++++ Dataset entries

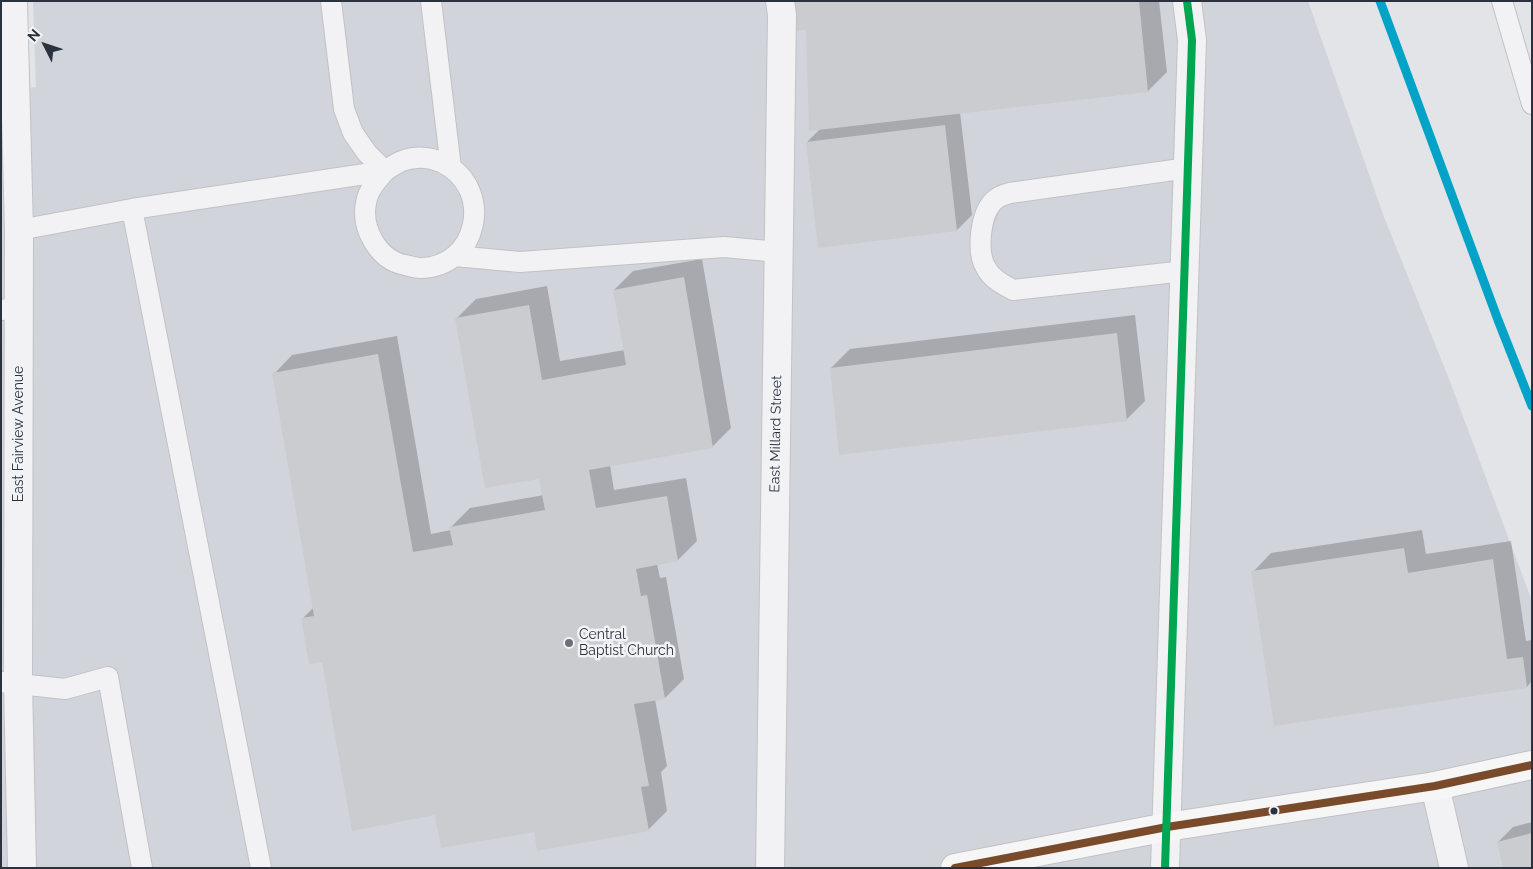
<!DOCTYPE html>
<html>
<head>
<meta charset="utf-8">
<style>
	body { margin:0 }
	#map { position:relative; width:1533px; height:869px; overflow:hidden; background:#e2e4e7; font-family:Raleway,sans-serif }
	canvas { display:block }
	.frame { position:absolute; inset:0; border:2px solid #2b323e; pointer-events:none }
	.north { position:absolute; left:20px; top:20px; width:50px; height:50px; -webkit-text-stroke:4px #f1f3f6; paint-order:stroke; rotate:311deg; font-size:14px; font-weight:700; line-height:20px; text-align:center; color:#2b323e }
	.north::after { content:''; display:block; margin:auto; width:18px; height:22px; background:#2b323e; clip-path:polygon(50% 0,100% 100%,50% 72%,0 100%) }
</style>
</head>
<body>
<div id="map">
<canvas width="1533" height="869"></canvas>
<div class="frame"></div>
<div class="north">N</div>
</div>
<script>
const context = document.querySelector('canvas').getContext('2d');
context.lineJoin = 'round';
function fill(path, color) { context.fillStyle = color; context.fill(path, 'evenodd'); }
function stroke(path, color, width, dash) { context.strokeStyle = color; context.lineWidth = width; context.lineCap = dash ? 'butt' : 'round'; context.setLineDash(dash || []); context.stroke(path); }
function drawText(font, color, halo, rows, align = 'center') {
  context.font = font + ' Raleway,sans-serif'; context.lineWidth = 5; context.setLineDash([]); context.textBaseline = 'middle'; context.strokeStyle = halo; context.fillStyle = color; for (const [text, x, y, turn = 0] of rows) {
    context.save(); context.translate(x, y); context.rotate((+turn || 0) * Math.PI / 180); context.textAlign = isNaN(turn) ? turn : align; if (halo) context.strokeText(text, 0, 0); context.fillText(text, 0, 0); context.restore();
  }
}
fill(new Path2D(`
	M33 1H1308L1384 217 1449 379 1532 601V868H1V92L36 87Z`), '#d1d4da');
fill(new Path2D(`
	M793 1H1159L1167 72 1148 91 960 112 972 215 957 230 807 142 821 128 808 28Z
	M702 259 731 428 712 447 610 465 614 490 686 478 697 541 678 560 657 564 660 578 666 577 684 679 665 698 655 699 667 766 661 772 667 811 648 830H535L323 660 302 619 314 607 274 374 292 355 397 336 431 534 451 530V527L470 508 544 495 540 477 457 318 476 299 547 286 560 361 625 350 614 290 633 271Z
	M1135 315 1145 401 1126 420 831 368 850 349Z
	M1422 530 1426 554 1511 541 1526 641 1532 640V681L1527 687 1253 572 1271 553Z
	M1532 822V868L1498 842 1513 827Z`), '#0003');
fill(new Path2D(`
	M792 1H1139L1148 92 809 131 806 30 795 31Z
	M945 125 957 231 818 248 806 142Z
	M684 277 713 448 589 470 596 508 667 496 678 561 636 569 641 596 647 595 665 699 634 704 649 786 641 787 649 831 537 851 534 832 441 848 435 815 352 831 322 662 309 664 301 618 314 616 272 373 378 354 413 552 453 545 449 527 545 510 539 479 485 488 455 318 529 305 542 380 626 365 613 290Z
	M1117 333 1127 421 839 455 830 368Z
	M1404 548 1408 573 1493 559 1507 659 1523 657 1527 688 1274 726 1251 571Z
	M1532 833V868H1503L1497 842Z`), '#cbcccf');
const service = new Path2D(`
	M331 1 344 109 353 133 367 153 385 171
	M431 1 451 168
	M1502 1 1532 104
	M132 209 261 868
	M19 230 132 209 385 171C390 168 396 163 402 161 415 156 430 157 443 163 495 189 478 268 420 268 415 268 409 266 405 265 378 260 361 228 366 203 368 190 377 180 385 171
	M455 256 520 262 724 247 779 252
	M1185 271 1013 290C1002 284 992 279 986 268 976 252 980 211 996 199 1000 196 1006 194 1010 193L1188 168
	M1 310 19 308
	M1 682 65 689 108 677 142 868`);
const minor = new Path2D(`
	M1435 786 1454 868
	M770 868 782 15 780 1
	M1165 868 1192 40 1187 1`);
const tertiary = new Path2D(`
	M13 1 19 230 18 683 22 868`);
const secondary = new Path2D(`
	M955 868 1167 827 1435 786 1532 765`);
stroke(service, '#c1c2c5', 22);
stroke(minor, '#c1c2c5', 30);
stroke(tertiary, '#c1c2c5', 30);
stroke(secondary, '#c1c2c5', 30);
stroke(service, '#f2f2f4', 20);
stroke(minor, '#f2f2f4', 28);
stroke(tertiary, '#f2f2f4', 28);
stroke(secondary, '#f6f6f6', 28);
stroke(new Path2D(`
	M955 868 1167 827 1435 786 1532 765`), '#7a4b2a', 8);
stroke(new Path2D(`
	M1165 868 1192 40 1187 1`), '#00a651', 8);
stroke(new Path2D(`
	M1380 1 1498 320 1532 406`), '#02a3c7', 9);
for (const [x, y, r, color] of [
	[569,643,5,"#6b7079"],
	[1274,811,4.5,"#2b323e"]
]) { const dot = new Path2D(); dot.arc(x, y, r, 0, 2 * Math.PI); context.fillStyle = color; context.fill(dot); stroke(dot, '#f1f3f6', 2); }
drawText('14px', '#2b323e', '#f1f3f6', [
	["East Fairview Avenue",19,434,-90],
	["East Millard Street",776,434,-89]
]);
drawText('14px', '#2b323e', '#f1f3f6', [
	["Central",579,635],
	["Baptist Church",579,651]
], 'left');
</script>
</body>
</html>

++++++++

▶ **What to do**
Whenever a line of the data includes the word "halo", show that line in full.

▶ **Written response**
function drawText(font, color, halo, rows, align = 'center') {
  context.font = font + ' Raleway,sans-serif'; context.lineWidth = 5; context.setLineDash([]); context.textBaseline = 'middle'; context.strokeStyle = halo; context.fillStyle = color; for (const [text, x, y, turn = 0] of rows) {
    context.save(); context.translate(x, y); context.rotate((+turn || 0) * Math.PI / 180); context.textAlign = isNaN(turn) ? turn : align; if (halo) context.strokeText(text, 0, 0); context.fillText(text, 0, 0); context.restore();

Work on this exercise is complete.